[LAB]

Vpa Rightsizing

week-07/labs/lab-08-vpa-rightsizing

Course Contents 8 weeks · 45 labs

Lab 08 VPA Right-Sizing
Lab 08 VPA recommendation and apply workflow


Lab 8: Vertical Pod Autoscaler (VPA) — Right-Sizing Resource Requests

Time: 25-30 minutes
Objective: Use VPA to observe and apply right-sized CPU/memory requests based on actual workload behavior


The Story

In Lab 5 you set up HPA to scale out — more replicas when CPU climbs. But HPA assumes your resource requests are already accurate. If Jerry's app has requests: cpu: 1000m and it actually uses 80m at peak, the scheduler reserves 12.5x the CPU it needs. On a 10-node cluster that's real money and real placement inefficiency.

VPA watches your pods over time and tells you — or automatically applies — better-fit requests and limits. On the CKA exam you're expected to know what VPA is, how it differs from HPA, and how to read its recommendations.

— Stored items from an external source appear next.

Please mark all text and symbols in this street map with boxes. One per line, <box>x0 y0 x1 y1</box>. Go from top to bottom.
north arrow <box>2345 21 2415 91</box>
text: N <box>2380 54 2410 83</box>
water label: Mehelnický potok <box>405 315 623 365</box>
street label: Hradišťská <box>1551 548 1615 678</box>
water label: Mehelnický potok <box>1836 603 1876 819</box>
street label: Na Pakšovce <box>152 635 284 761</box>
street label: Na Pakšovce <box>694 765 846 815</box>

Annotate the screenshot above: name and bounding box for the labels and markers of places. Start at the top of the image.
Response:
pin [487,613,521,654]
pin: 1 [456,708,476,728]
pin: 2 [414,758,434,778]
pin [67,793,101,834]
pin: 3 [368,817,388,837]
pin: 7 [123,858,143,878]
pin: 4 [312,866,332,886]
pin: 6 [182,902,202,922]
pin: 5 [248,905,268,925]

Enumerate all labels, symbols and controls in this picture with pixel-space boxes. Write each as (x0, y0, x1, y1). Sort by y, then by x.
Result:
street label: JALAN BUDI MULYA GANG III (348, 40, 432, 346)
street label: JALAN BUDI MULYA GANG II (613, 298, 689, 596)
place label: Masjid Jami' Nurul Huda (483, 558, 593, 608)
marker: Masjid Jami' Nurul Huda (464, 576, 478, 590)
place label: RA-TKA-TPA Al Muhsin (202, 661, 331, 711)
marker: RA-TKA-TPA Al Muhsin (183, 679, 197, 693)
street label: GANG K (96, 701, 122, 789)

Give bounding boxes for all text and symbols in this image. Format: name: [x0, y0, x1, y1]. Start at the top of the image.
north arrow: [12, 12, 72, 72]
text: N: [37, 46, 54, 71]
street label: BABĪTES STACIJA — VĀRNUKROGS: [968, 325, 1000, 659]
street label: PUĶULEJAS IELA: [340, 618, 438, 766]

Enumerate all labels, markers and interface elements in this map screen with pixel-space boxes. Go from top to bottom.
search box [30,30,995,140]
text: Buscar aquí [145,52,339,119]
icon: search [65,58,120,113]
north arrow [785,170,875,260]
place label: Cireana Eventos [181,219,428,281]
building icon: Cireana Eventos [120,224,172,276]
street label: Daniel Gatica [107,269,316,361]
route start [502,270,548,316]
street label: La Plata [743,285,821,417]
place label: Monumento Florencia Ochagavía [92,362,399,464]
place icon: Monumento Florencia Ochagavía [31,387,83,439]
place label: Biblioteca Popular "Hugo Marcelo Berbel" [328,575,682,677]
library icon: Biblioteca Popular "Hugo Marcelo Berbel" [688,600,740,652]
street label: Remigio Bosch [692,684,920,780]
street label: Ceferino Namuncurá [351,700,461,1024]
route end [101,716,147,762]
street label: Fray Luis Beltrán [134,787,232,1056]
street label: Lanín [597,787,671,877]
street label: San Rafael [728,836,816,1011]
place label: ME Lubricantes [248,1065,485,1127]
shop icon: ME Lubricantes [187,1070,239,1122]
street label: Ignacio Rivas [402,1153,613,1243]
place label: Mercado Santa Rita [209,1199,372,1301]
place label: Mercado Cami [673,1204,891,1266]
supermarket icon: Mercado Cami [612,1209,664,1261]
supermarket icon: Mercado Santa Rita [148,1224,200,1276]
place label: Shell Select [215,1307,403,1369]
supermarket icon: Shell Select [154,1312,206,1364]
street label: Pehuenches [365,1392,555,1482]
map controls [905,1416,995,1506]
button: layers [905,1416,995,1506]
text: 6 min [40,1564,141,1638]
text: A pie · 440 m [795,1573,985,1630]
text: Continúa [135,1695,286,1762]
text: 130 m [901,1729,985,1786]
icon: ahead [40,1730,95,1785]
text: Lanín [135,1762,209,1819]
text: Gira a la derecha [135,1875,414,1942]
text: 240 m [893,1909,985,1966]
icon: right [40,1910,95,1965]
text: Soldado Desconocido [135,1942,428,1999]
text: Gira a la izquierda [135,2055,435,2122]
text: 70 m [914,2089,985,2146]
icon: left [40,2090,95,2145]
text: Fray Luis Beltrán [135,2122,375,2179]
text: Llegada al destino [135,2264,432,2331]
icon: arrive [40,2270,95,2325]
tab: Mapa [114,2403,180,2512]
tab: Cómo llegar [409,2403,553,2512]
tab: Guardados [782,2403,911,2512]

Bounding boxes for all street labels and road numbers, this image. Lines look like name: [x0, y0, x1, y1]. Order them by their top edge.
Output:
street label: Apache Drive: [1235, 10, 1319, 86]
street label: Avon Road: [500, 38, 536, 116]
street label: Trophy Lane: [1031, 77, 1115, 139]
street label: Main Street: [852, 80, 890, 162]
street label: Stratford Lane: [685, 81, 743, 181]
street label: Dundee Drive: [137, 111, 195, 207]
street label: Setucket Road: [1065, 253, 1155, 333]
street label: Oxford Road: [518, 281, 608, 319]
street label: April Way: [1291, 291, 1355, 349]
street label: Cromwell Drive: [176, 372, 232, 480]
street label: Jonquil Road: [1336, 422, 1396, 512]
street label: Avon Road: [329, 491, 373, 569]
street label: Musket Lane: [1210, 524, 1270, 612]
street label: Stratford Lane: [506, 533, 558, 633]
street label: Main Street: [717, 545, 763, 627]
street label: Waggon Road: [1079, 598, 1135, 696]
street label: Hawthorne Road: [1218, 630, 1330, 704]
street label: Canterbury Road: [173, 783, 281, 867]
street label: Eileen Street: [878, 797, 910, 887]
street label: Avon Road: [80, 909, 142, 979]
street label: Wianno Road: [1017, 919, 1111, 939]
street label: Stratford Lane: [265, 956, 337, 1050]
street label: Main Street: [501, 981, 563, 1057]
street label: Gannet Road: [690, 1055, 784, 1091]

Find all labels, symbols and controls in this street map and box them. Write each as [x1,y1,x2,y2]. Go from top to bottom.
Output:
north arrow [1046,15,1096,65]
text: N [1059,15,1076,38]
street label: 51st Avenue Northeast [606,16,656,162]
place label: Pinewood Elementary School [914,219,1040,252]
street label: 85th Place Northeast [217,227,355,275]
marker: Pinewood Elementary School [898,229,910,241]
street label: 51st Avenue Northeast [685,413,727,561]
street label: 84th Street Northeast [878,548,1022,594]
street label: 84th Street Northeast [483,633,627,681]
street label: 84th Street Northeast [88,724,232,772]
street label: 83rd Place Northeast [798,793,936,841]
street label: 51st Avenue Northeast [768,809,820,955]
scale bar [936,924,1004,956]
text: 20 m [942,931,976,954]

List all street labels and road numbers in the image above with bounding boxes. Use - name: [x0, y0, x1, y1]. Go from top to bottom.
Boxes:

Background: Vertical Rightsizing and Disruption Tradeoffs

VPA continuously compares observed container usage against declared requests and limits, then produces bounded recommendations. Unlike HPA, VPA tuning often requires pod recreation to apply changes, so disruption policy and rollout timing matter. In practice, teams start in recommendation mode and promote changes deliberately.


VPA vs HPA — Quick Model

HPA VPA
What it changes spec.replicas resources.requests and limits per container
Responds to Aggregate utilization across replicas Per-pod utilization vs requests ratio
Scaling axis Horizontal (more pods) Vertical (bigger/smaller pods)
Pod restart required No Yes — VPA applies changes by evicting and recreating pods
Use together? Yes, but don't let both control CPU — use VPA for memory, HPA for CPU

Part 1: Install VPA

VPA is not included in kind by default. Install it from the official repo:

# Clone the autoscaler repo (VPA lives here)
git clone https://github.com/kubernetes/autoscaler.git --depth 1
cd autoscaler/vertical-pod-autoscaler

# Install VPA components
./hack/vpa-up.sh

# Verify the three VPA components are running
kubectl get pods -n kube-system | grep vpa

You should see three pods:

  • vpa-recommender — watches actual usage and generates recommendations
  • vpa-updater — evicts pods when recommendations differ significantly from current requests
  • vpa-admission-controller — rewrites pod specs at admission time if updateMode is Auto

Part 2: Deploy an Under-Resourced App

Create a deployment with intentionally wrong resource requests — the kind of thing Jerry would commit:

# deploy-overprovisioned.yaml
apiVersion: apps/v1
kind: Deployment
metadata:
  name: jerry-overprovisioned
spec:
  replicas: 2
  selector:
    matchLabels:
      app: jerry-overprovisioned
  template:
    metadata:
      labels:
        app: jerry-overprovisioned
    spec:
      containers:
      - name: app
        image: nginx:1.25-alpine
        resources:
          requests:
            cpu: 500m        # Jerry's guess — probably too high
            memory: 256Mi    # Jerry's guess — probably too high
          limits:
            cpu: 1000m
            memory: 512Mi
kubectl apply -f deploy-overprovisioned.yaml
kubectl rollout status deployment/jerry-overprovisioned

Part 3: Create a VPA Object in Recommendation Mode

Create a VPA targeting the deployment. Start in Off mode — this means VPA only recommends, it never touches your pods:

# vpa-recommend.yaml
apiVersion: autoscaling.k8s.io/v1
kind: VerticalPodAutoscaler
metadata:
  name: jerry-vpa
spec:
  targetRef:
    apiVersion: apps/v1
    kind: Deployment
    name: jerry-overprovisioned
  updatePolicy:
    updateMode: "Off"    # Recommend only — do not evict or mutate pods
  resourcePolicy:
    containerPolicies:
    - containerName: app
      minAllowed:
        cpu: 10m
        memory: 32Mi
      maxAllowed:
        cpu: 2
        memory: 1Gi
kubectl apply -f vpa-recommend.yaml

VPA needs time to gather metrics. Wait a few minutes, then check recommendations:

kubectl describe vpa jerry-vpa

Look for the Status.Recommendation section. You'll see Lower Bound, Target, Upper Bound, and Uncapped Target for each container.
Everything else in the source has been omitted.